# What you should do:
The line containing "3v18M4 7l16 10M4" marks where copying starts, so set down that line and each one after it exactly, through the end of the records.

# # # # #

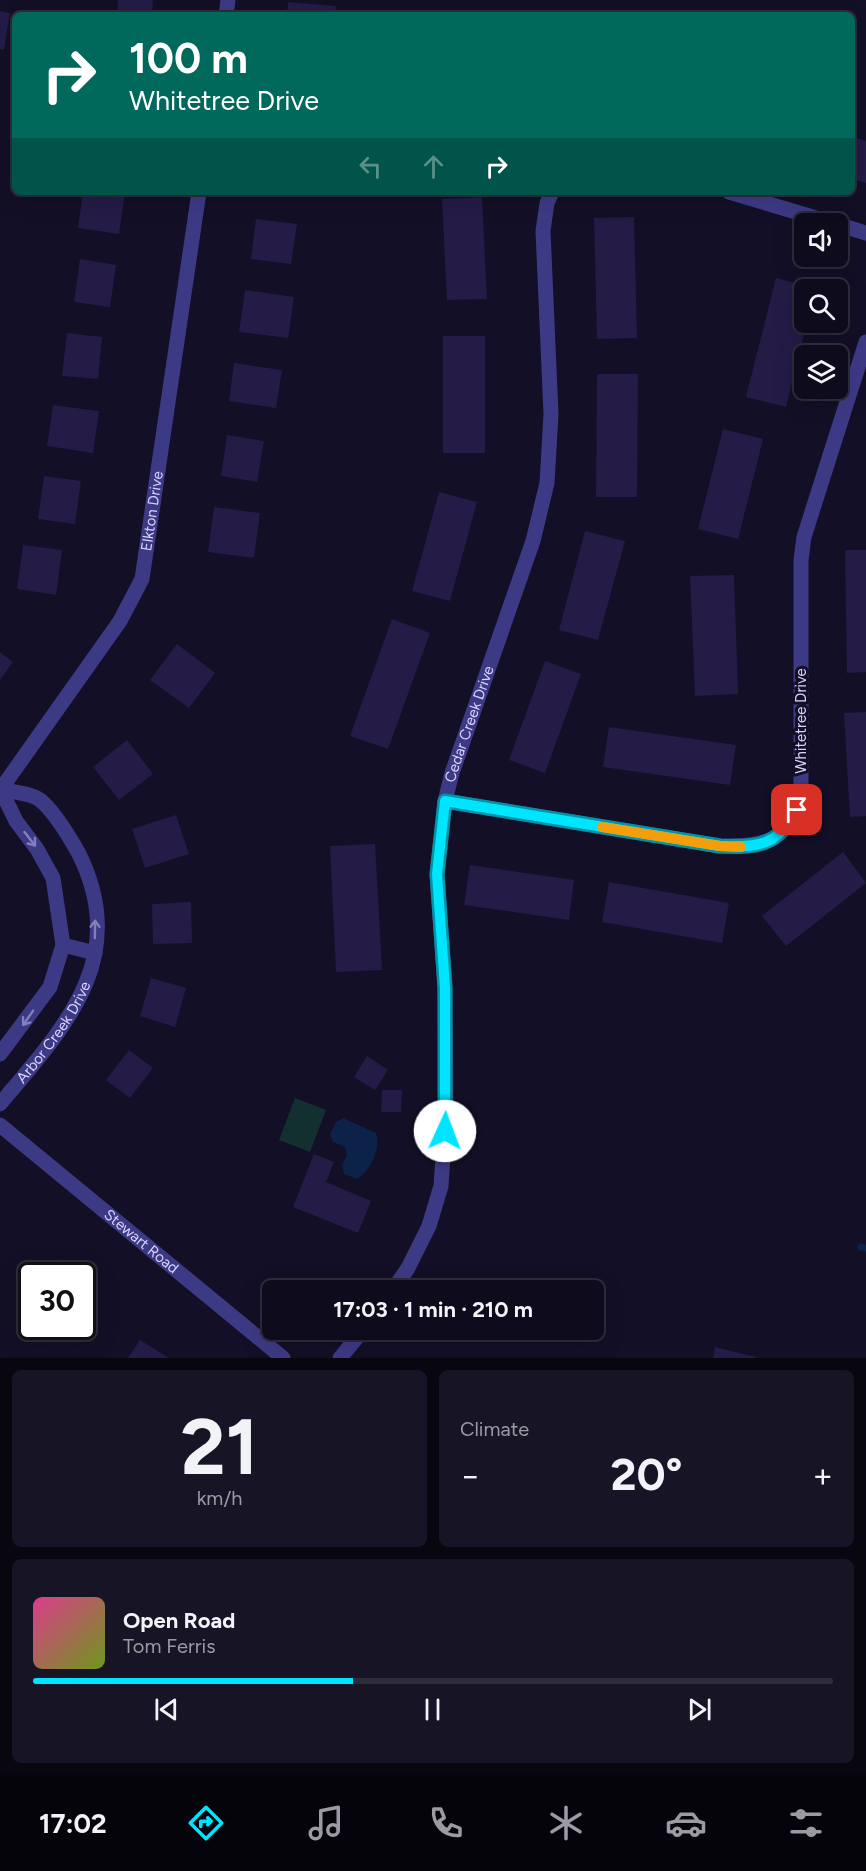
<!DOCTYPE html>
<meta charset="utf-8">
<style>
:root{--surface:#0e0b1c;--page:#171425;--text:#f1f3f6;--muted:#9b9ba3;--line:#2e2b3b;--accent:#00e5ff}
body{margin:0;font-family:Figtree,sans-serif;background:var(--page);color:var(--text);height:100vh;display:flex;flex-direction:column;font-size:22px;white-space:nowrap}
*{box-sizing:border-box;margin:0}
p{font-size:20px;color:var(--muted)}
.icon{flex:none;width:33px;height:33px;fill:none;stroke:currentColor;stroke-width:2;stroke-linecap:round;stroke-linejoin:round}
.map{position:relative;height:1358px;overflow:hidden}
.side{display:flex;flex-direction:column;gap:12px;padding:12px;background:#08060f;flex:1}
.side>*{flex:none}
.guide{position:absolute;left:12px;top:12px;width:843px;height:183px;border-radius:9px;box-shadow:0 6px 24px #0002,0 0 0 2px var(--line);background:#00695c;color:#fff;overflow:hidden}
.controls{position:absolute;left:794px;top:213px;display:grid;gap:12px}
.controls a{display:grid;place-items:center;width:54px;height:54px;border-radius:9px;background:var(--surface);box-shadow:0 6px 24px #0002,0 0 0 2px var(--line);font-size:30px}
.speed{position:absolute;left:18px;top:1262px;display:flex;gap:12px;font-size:30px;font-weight:700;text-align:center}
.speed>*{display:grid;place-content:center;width:78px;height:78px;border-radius:50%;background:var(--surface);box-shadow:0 6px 24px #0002,0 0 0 2px var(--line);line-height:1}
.speed .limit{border:3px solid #111;border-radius:9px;background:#fff;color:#111}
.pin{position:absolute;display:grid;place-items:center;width:51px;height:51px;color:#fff;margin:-26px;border-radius:12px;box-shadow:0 3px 9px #0006}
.me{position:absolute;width:66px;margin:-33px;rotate:2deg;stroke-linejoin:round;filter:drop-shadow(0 0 4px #0008)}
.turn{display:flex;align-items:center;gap:21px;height:126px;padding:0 18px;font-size:27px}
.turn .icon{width:78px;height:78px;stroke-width:2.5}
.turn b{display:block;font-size:42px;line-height:51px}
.lanes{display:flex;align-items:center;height:57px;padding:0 18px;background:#0003;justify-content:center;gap:30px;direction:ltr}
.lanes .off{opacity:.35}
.big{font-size:45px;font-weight:700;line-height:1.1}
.side .widget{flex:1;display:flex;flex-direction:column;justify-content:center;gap:9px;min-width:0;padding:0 21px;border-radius:9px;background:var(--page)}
.side .dial{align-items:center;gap:0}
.dial b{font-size:78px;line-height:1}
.song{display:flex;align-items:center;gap:18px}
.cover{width:72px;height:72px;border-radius:9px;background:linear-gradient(135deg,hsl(330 70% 55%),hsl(80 70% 35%))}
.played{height:6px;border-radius:3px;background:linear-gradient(90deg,var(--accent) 40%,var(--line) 40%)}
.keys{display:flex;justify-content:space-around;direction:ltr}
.heat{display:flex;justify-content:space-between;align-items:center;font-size:33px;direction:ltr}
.side .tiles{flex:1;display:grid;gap:12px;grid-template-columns:1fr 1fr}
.widget:last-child{grid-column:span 2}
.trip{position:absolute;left:262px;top:1280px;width:342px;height:60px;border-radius:9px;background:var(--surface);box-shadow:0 6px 24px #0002,0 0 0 2px var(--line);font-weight:700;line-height:60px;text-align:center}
.tabs{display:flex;height:96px;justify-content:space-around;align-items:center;background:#06040b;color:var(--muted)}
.tabs .icon{width:42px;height:42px}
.tabs .on{color:var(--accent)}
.tabs b{font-size:27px;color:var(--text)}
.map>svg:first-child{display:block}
.green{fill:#12302f}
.water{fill:#0c2248}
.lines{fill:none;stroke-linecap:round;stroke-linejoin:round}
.stream{stroke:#0c2248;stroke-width:7}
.building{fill:#241b47}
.minor{stroke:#3d3a85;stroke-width:15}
.tertiary{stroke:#3d3a85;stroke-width:15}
.oneway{stroke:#837fbc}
.route-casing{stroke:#0095a6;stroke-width:15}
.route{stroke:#00e5ff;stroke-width:10}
.slow{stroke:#f59e0b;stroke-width:10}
.labels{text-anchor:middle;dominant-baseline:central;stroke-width:6;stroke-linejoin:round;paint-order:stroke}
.street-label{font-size:15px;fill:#d9d4ff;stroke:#130f26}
</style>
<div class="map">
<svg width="866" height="1358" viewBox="0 0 866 1358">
<rect width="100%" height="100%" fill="#130f26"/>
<polygon class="green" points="295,1098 326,1110 310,1152 279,1140"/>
<path class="water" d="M343 1118 376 1133C381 1148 371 1171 357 1179L344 1174 342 1165 347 1155 345 1147 333 1142 330 1134 336 1122Z"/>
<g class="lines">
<polyline class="stream" points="861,1247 866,1248"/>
</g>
<g class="building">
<polygon points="118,0 153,0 152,15 117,14"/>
<polygon points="288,2 336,6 335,15 287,15"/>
<polygon points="0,11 10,13 4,50 0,49"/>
<polygon points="852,137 866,141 866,183 852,179"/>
<polygon points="83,192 125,192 119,234 78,228"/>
<polygon points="482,197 487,299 447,300 442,199"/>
<polygon points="634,217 637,338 597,339 594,218"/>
<polygon points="256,219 297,224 291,264 251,259"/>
<polygon points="80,259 116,265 110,307 74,302"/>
<polygon points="776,278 819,289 804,290 804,322 807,322 786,407 746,397"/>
<polygon points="245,290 294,297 288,338 239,332"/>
<polygon points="67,333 102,337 98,379 62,376"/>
<rect x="443" y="336" width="42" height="117"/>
<polygon points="234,363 282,370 276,408 229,401"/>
<polygon points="597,374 638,374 637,497 596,497"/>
<polygon points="53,405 99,411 93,453 47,446"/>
<polygon points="723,429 763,439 738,539 698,529"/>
<polygon points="227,435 264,441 257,482 221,476"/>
<polygon points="44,476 81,481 75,524 38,519"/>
<polygon points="439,492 477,502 450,601 412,591"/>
<polygon points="214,507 260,513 254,558 208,552"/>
<polygon points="585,531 625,541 598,640 559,630"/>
<polygon points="23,545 62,550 56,595 17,589"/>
<polygon points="845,550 866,550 866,672 847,673"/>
<polygon points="734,575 738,694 695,696 690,576"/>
<polygon points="392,619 430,633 388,749 350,736"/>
<polygon points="177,644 215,673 189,708 150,680"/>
<polygon points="0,652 13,662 0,680"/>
<polygon points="545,661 581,674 545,773 509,760"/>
<polygon points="866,712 866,816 850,817 844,713"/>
<polygon points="609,727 736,745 730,785 603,767"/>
<polygon points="127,740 153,774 119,800 93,767"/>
<polygon points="176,815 189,854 145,868 132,829"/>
<polygon points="375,844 382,970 336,972 330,846"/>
<polygon points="843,852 866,883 786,946 762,916"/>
<polygon points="470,865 574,880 569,920 464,905"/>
<polygon points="609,882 729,903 722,943 602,922"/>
<polygon points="191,902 192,943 153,944 152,904"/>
<polygon points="151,978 186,988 175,1027 140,1016"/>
<polygon points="129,1050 153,1068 130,1098 106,1080"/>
<polygon points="367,1056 388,1070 375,1090 354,1077"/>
<polygon points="382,1090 402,1090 401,1112 381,1112"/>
<polygon points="314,1154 334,1162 326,1182 371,1201 358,1233 293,1207"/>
<polygon points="60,1259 84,1274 83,1275 50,1275"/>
<polygon points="140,1340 169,1358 128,1358"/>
<polygon points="715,1347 756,1357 755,1358 713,1358"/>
</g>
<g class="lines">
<g class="minor">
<polyline points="226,15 228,0"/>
<polyline points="729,192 836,224"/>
<polyline points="837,224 866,233"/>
<polyline points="0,788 16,821 37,849 53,878 63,945 50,987 0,1054"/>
<path id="s1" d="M1 789 120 621 142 579 199 192"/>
<path d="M445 801 720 846C768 848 792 839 801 789V560L804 537 866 342"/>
<polyline points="63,945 95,953"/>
<path id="s2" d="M0 1104C64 1028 132 958 78 852 70 838 53 810 40 800 32 793 11 792 1 789"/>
<path id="s3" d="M393 1290 408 1268 429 1226 441 1186 446 1113 445 988 437 874 445 801 452 773 533 541 547 483 551 414 543 231 547 203 552 192"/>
<polyline points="340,1358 364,1329"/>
</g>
<path class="tertiary" id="s4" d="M0 1125 283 1358"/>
</g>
<defs><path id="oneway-shaft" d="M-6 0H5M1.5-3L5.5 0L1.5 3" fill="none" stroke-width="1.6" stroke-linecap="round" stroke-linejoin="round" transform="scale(1.5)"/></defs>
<g class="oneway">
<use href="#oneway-shaft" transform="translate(30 839) rotate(52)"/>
<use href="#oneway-shaft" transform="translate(95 929) rotate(-89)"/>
<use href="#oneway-shaft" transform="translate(28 1018) rotate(125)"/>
</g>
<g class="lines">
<defs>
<path id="route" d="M445 1131V988L437 874 445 801 720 846C759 848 778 845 797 810"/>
</defs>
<use href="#route" class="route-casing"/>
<use href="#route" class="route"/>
<polyline class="slow" points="602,827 720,846 741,847"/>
</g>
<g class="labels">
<g class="street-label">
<text stroke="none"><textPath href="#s1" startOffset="322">Elkton Drive</textPath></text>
<text transform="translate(801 721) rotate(-90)">Whitetree Drive</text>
<text stroke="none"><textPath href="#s3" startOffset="582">Cedar Creek Drive</textPath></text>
<text stroke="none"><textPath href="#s2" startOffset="90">Arbor Creek Drive</textPath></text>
<text stroke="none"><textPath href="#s4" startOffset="183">Stewart Road</textPath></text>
</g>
</g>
</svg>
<div class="controls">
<a><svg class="icon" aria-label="sound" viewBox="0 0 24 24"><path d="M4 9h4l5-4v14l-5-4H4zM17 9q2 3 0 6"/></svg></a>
<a><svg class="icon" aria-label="search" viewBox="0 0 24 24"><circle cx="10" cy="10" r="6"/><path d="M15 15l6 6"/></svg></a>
<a><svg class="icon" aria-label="layers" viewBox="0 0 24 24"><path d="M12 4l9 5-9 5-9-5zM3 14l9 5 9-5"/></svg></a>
</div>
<div class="speed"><div class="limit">30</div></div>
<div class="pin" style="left:797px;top:810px;background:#d93025"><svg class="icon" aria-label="arrive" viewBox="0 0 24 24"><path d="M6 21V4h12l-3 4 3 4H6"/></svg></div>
<svg class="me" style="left:445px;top:1131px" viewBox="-20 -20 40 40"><circle r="19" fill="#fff"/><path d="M0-13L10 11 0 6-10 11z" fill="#00e5ff"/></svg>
<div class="trip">17:03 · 1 min · 210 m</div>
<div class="guide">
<div class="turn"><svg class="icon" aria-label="right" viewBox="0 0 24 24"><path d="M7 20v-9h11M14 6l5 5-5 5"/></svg><div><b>100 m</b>Whitetree Drive</div></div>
<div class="lanes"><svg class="icon off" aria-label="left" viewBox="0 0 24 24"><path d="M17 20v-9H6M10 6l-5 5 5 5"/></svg><svg class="icon off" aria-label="ahead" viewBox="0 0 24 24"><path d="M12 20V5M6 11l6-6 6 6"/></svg><svg class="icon" aria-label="right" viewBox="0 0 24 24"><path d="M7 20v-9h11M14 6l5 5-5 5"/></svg></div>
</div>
</div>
<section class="side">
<div class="tiles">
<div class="widget dial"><b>21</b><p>km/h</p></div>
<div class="widget"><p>Climate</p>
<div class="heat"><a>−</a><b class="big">20°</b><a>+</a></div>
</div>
<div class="widget">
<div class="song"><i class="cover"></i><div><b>Open Road</b><p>Tom Ferris</p></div></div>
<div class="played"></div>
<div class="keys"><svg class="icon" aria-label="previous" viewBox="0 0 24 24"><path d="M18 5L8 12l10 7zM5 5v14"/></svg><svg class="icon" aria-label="pause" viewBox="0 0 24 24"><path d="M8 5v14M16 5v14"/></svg><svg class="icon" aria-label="next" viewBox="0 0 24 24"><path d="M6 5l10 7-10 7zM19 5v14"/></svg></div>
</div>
</div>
</section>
<nav class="tabs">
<b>17:02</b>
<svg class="icon on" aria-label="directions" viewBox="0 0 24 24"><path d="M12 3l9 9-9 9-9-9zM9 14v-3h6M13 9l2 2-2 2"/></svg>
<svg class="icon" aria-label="music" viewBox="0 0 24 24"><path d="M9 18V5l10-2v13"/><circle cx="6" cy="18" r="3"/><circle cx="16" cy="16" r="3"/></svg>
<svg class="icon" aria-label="phone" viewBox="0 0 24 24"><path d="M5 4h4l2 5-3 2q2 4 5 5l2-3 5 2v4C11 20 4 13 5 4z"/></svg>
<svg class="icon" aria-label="climate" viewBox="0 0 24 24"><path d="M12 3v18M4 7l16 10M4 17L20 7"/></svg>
<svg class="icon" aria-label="car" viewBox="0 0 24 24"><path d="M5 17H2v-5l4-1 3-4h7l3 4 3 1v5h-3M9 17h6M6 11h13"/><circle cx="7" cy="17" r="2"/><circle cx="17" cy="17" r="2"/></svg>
<svg class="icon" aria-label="filters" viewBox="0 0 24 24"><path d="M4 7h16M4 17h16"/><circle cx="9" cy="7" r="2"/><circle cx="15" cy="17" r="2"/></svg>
</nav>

# # # # #

# Result of the exercise:
<svg class="icon" aria-label="climate" viewBox="0 0 24 24"><path d="M12 3v18M4 7l16 10M4 17L20 7"/></svg>
<svg class="icon" aria-label="car" viewBox="0 0 24 24"><path d="M5 17H2v-5l4-1 3-4h7l3 4 3 1v5h-3M9 17h6M6 11h13"/><circle cx="7" cy="17" r="2"/><circle cx="17" cy="17" r="2"/></svg>
<svg class="icon" aria-label="filters" viewBox="0 0 24 24"><path d="M4 7h16M4 17h16"/><circle cx="9" cy="7" r="2"/><circle cx="15" cy="17" r="2"/></svg>
</nav>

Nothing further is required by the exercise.